= PROBLEM REQUIREMENTS =
Return exactly the lines from the start of the records below through the line containing "flex:none; width:28px; height:28px;", both ends included, and leave out the pictures.

= SUPPLIED INFORMATION =
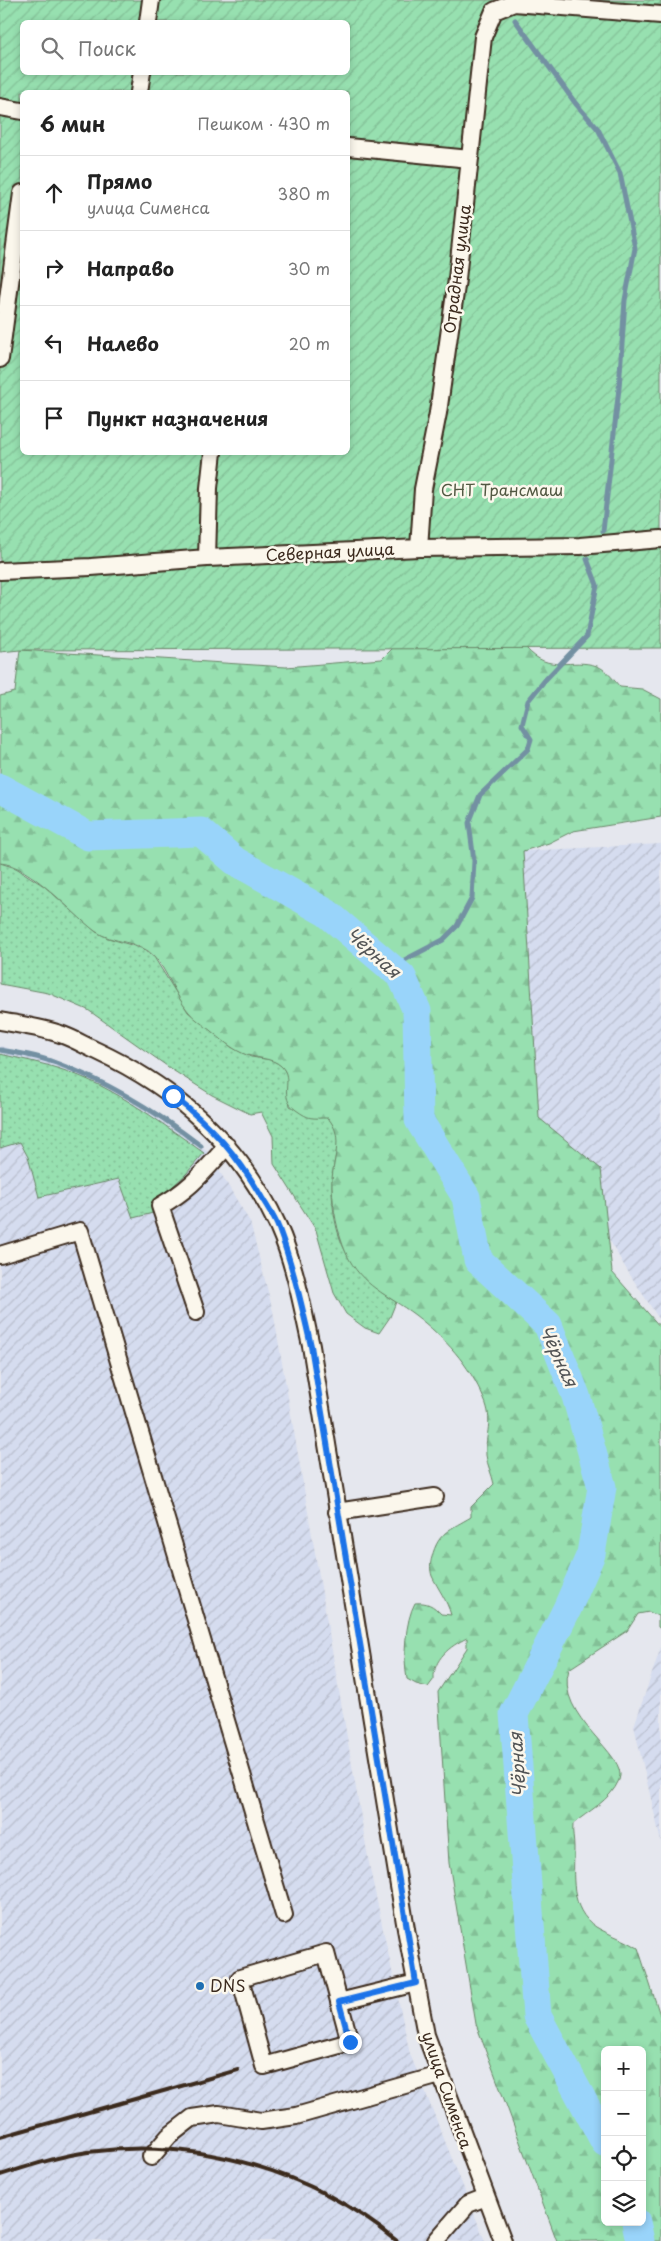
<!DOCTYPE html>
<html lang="ru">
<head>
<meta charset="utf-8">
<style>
	body { margin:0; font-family:"Playpen Sans",sans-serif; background:#f6f6f6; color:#222 }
	.controls { position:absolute; right:15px; bottom:15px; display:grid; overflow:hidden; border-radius:8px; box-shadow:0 2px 8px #0003 }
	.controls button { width:45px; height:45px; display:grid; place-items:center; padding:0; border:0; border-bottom:1px solid #e0e0e0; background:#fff; color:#222; font:25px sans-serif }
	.stop { position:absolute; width:15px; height:15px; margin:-11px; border:4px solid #1a73e8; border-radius:50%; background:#fff }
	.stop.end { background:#1a73e8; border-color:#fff; box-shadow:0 1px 5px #0008 }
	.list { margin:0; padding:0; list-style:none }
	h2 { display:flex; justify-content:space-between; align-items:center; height:65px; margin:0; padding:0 20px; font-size:21px }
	h2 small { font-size:16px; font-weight:400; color:#767676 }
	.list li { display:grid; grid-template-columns:32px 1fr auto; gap:15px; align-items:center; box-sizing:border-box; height:75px; padding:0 20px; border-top:1px solid #e0e0e0 }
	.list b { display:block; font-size:19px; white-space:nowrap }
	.list p { margin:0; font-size:16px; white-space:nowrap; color:#767676 }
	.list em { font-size:16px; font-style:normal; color:#767676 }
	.icon { flex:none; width:28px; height:28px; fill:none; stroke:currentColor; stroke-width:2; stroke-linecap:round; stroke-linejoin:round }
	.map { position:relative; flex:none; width:661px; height:2241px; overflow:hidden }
	.search { position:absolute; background:#fff; box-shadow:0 2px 8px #0003; left:20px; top:20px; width:330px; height:55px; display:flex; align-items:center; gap:12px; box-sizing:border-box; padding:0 18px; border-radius:8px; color:#767676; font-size:19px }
	.panel { position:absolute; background:#fff; box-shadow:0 2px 8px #0003; left:20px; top:90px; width:330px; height:365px; border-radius:8px }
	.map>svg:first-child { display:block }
</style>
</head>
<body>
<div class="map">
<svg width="661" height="2241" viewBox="0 0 661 2241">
	<defs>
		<pattern id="industrial-furrows" width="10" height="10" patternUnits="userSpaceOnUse" patternTransform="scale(1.25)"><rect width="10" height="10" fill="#d5dcef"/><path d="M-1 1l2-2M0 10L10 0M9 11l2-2" fill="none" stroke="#b8bdcc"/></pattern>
		<pattern id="grass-dots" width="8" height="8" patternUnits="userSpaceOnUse" patternTransform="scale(1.25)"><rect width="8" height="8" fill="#97e0b0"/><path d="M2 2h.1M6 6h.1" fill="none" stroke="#83c097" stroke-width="1.8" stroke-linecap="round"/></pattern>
		<pattern id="forest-firs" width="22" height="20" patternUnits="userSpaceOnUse" patternTransform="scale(1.25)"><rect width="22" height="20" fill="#97e0b0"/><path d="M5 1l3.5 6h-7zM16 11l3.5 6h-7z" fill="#83c097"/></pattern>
		<pattern id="garden-furrows" width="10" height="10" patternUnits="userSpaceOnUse" patternTransform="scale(1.25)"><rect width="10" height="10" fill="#97e0b0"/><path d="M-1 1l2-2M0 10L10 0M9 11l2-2" fill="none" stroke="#83c097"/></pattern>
	</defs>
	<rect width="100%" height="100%" fill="#e5e7ee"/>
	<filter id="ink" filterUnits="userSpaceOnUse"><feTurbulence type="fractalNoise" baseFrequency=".02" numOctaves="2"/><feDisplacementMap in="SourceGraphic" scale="10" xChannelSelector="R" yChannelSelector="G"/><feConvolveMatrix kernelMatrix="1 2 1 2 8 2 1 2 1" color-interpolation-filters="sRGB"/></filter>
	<g filter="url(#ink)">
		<path fill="url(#industrial-furrows)" d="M661 844V1322L625 1267 539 1118 523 851Z
			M0 1046 64 1064 138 1105 208 1152 250 1222 273 1311 370 1869 410 2054 485 2241H0Z
			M661 1647V1842L634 1726Z"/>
		<path fill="url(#grass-dots)" stroke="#698567" d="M0 863 16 868 44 886 96 932 108 938 144 949 154 957 188 1012 231 1047 251 1057 272 1060 282 1066 287 1075 290 1106C304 1115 326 1111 335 1126 342 1138 334 1158 333 1171 330 1196 334 1232 347 1254 358 1273 377 1291 396 1302L390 1317 379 1333 365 1328 346 1314 334 1293 316 1230 274 1164 273 1136 261 1112 250 1114 212 1095 174 1071 88 1010 48 993 0 984Z
			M0 1054C21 1059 43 1063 63 1070 111 1085 163 1124 204 1153L186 1174 156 1202 157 1212 133 1218 119 1179 39 1197 28 1157 20 1142 0 1148Z"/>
		<path fill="url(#forest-firs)" stroke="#698567" fill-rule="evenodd" d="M393 648H526C550 675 571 657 597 666 607 670 613 679 620 687L642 689 661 699V817L573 831 549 843 523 851 539 1118 601 1169 612 1272 661 1328V1629L658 1627V1616L649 1612 638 1614 627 1631 569 1669C554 1717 630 1755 619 1780 610 1801 588 1811 573 1824 572 1833 574 1840 574 1848 574 1875 569 1909 596 1927 609 1935 625 1939 638 1948L661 2018V2241H557L476 2024 449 1863 438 1692 467 1648V1638C450 1646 433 1659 434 1679L428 1687 416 1684 407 1679C403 1658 405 1621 415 1603 427 1602 433 1605 441 1614L451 1615C447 1600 438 1589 432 1576 430 1570 430 1563 432 1557 438 1532 451 1529 471 1517V1507L494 1484C492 1474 487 1465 486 1455 485 1433 494 1422 484 1399 469 1364 445 1338 415 1315 387 1294 362 1287 346 1253 337 1232 333 1209 332 1186 331 1160 346 1139 328 1118 311 1118 310 1120 296 1110 277 1097 295 1079 281 1066 272 1057 254 1059 242 1053 231 1048 221 1039 211 1031 204 1025 194 1019 188 1011 175 995 168 972 154 956 139 940 113 944 95 931 70 912 31 865 0 863V696L15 692 20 650 286 667 382 659ZM605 2050H642V2222H605Z"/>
		<path fill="url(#garden-furrows)" stroke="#698567" fill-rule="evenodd" d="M0 0H661V648L20 650 0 652ZM22 22H348V72H22ZM22 92H348V452H22Z"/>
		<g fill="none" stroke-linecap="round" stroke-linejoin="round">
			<path stroke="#7390a2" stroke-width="5" d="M515 20 576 104 598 129 620 173 635 248 625 300 619 388 603 531
				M391 967 443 940 457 926 472 898 474 861 469 823 480 795 528 749 531 739 522 725 528 701 545 680 587 636 597 585 587 559
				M0 1050C19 1053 38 1056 56 1063 109 1082 157 1112 201 1146"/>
			<path stroke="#99d4fa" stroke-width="29" d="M0 788 88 836 201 832 235 861 327 913 402 977 417 1011 419 1120 466 1197 478 1260 548 1325 576 1396 602 1487 591 1554 567 1609 514 1714 537 2016 605 2142
				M636 2222 640 2241"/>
			<defs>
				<path id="minor" d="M148 22 151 0
					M139 92 142 72
					M0 107 22 111
					M348 147 470 159
					M0 359 22 193
					M419 548 423 489 438 413 457 279 483 37 494 11 514 3 661 15
					M207 558 209 488 213 452
					M0 571 91 567 207 558 419 548 580 546 661 539
					M0 1021C21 1025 43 1028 63 1035 74 1039 86 1046 97 1051 178 1089 240 1144 278 1226 295 1264 302 1306 311 1346L406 1929 426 2035 503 2241
					M0 1255 80 1231 284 1915
					M196 1312 160 1206C191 1189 204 1171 227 1146
					M337 1512 435 1497
					M326 1953 350 2042 264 2066 240 1978Z
					M339 2002 416 1983
					M151 2157 169 2136 192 2118 219 2114 261 2121 296 2116 440 2075
					M436 2241 468 2204 486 2197"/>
			</defs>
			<use href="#minor" stroke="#3b2a1e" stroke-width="20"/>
			<use href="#minor" stroke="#fbf7ec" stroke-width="16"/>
			<path stroke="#3b2a1e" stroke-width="4" d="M0 2137 238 2070
				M0 2175C29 2166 59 2156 88 2152 198 2137 312 2171 397 2241"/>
		</g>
	</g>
	<g fill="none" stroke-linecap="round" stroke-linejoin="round" filter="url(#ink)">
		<path stroke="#1a73e8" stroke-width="6" d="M173 1096C213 1128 237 1154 262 1198 268 1208 275 1218 279 1229 293 1267 302 1306 311 1346L416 1983 339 2002 350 2042"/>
	</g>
	<circle fill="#1f6fb2" stroke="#fbf7ec" stroke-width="2" cx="200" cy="1986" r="5"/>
	<g text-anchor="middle" stroke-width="5" stroke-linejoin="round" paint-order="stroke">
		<g font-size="16" fill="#3b2a1e" stroke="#fbf7ec">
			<text transform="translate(457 269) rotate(-83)" y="6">Отрадная улица</text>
			<text transform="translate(330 552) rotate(-3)" y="6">Северная улица</text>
			<text transform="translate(447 2090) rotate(71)" y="6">улица Сименса</text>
		</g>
		<g font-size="16" fill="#525842" stroke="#fbf7ec">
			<text x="502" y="496">СНТ Трансмаш</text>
		</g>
		<g font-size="16" fill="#3b2a1e" stroke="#fbf7ec" text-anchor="start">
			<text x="210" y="1992">DNS</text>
		</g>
		<g font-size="18" font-style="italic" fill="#525455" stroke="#fbf7ec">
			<text transform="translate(373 953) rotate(42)" y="6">Чёрная</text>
			<text transform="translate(558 1356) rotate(65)" y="6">Чёрная</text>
			<text transform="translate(518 1765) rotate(-94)" y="6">Чёрная</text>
		</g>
	</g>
</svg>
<div class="controls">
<button>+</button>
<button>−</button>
<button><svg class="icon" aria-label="locate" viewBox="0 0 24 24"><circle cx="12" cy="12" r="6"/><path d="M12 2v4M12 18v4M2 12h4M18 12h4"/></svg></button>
<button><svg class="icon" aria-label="layers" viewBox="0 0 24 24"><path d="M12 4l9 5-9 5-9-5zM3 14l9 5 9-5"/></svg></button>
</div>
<div class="stop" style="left:173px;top:1096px"></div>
<div class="stop end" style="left:350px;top:2042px"></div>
<div class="search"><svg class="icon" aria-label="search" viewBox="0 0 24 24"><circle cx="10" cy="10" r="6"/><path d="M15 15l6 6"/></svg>Поиск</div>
<section class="panel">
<h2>6 мин<small>Пешком · 430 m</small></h2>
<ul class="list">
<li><svg class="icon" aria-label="ahead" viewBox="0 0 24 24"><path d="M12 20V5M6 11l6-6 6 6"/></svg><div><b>Прямо</b><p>улица Сименса</p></div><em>380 m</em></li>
<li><svg class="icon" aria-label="right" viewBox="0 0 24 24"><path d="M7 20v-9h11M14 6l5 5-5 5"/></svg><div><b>Направо</b></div><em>30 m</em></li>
<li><svg class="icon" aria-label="left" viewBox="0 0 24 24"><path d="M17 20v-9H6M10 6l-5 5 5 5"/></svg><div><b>Налево</b></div><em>20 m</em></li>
<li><svg class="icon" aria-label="arrive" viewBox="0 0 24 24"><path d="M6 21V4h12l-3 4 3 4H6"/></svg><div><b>Пункт назначения</b></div></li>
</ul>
</section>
</div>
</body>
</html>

= WRITTEN REPLY =
<!DOCTYPE html>
<html lang="ru">
<head>
<meta charset="utf-8">
<style>
	body { margin:0; font-family:"Playpen Sans",sans-serif; background:#f6f6f6; color:#222 }
	.controls { position:absolute; right:15px; bottom:15px; display:grid; overflow:hidden; border-radius:8px; box-shadow:0 2px 8px #0003 }
	.controls button { width:45px; height:45px; display:grid; place-items:center; padding:0; border:0; border-bottom:1px solid #e0e0e0; background:#fff; color:#222; font:25px sans-serif }
	.stop { position:absolute; width:15px; height:15px; margin:-11px; border:4px solid #1a73e8; border-radius:50%; background:#fff }
	.stop.end { background:#1a73e8; border-color:#fff; box-shadow:0 1px 5px #0008 }
	.list { margin:0; padding:0; list-style:none }
	h2 { display:flex; justify-content:space-between; align-items:center; height:65px; margin:0; padding:0 20px; font-size:21px }
	h2 small { font-size:16px; font-weight:400; color:#767676 }
	.list li { display:grid; grid-template-columns:32px 1fr auto; gap:15px; align-items:center; box-sizing:border-box; height:75px; padding:0 20px; border-top:1px solid #e0e0e0 }
	.list b { display:block; font-size:19px; white-space:nowrap }
	.list p { margin:0; font-size:16px; white-space:nowrap; color:#767676 }
	.list em { font-size:16px; font-style:normal; color:#767676 }
	.icon { flex:none; width:28px; height:28px; fill:none; stroke:currentColor; stroke-width:2; stroke-linecap:round; stroke-linejoin:round }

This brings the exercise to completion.